Data items:
+--

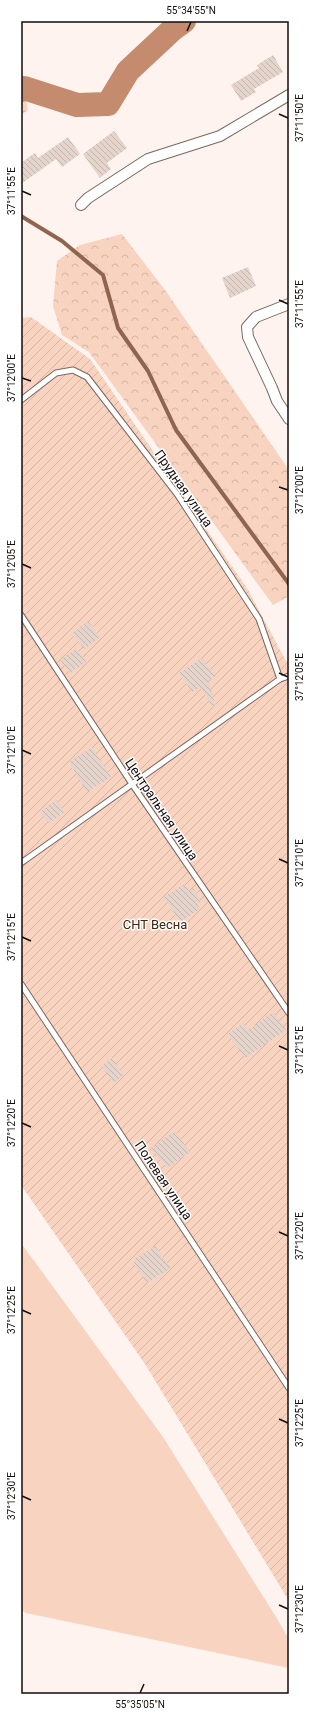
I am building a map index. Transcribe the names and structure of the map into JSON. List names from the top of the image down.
{
  "streets": {
    "lane": ["Прудная улица", "Центральная улица", "Полевая улица"]
  },
  "parks": ["СНТ Весна"],
  "coordinates": [
    "55°34'55\"N",
    "37°11'50\"E",
    "37°11'55\"E",
    "37°12'00\"E",
    "37°12'05\"E",
    "37°12'10\"E",
    "37°12'15\"E",
    "37°12'20\"E",
    "37°12'25\"E",
    "37°12'30\"E",
    "55°35'05\"N"
  ]
}
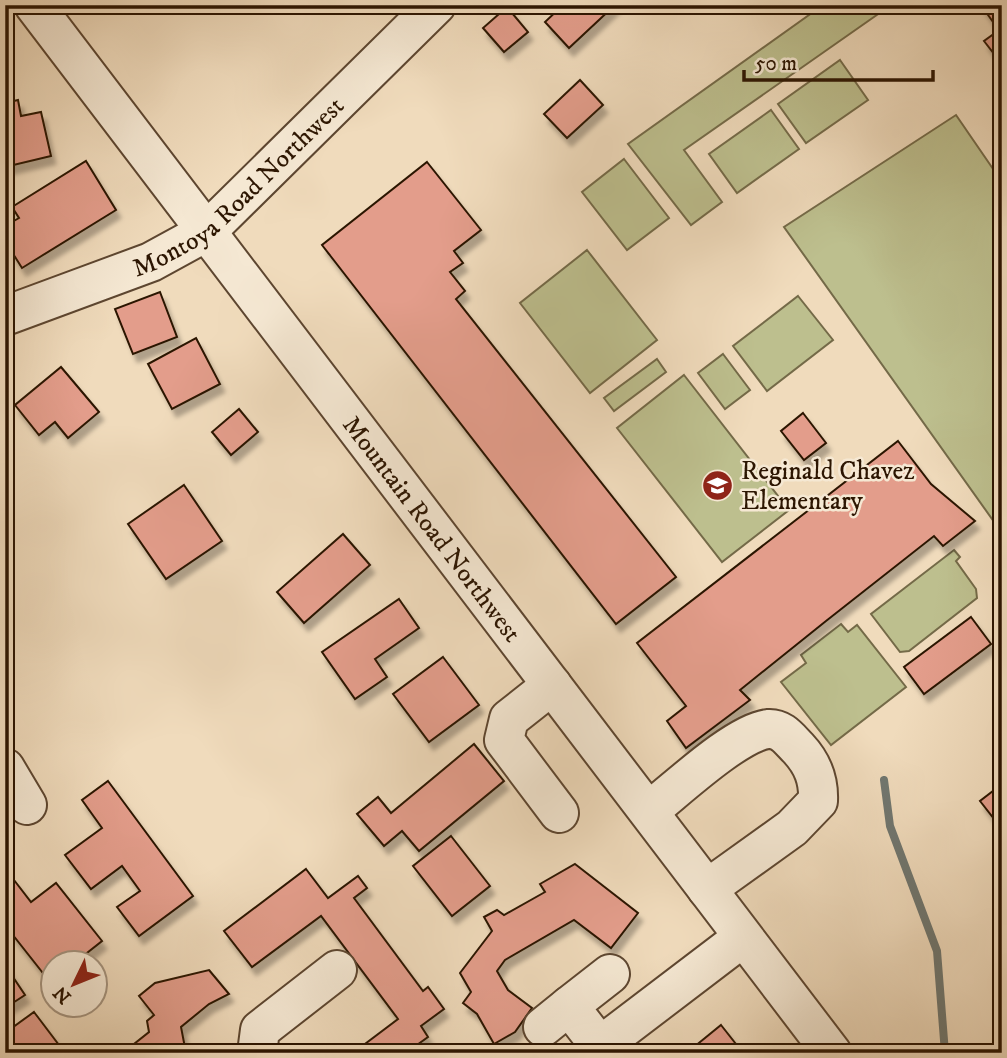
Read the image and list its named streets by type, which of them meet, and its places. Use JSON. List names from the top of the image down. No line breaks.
{"streets":{"street":["Montoya Road Northwest","Mountain Road Northwest"]},"crossings":[["Montoya Road Northwest","Mountain Road Northwest"]],"places":{"school or university":["Reginald Chavez Elementary"]},"scale_bar":"50 m","north":"bottom left"}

+--

**Required work:** Now transcribe all the entries above exactly, so that no picture is carried over.

**Expected answer:**
I am building a map index. Transcribe the names and structure of the map into JSON. List names from the top of the image down.
{
  "streets": {
    "lane": ["Прудная улица", "Центральная улица", "Полевая улица"]
  },
  "parks": ["СНТ Весна"],
  "coordinates": [
    "55°34'55\"N",
    "37°11'50\"E",
    "37°11'55\"E",
    "37°12'00\"E",
    "37°12'05\"E",
    "37°12'10\"E",
    "37°12'15\"E",
    "37°12'20\"E",
    "37°12'25\"E",
    "37°12'30\"E",
    "55°35'05\"N"
  ]
}
Read the image and list its named streets by type, which of them meet, and its places. Use JSON. List names from the top of the image down. No line breaks.
{"streets":{"street":["Montoya Road Northwest","Mountain Road Northwest"]},"crossings":[["Montoya Road Northwest","Mountain Road Northwest"]],"places":{"school or university":["Reginald Chavez Elementary"]},"scale_bar":"50 m","north":"bottom left"}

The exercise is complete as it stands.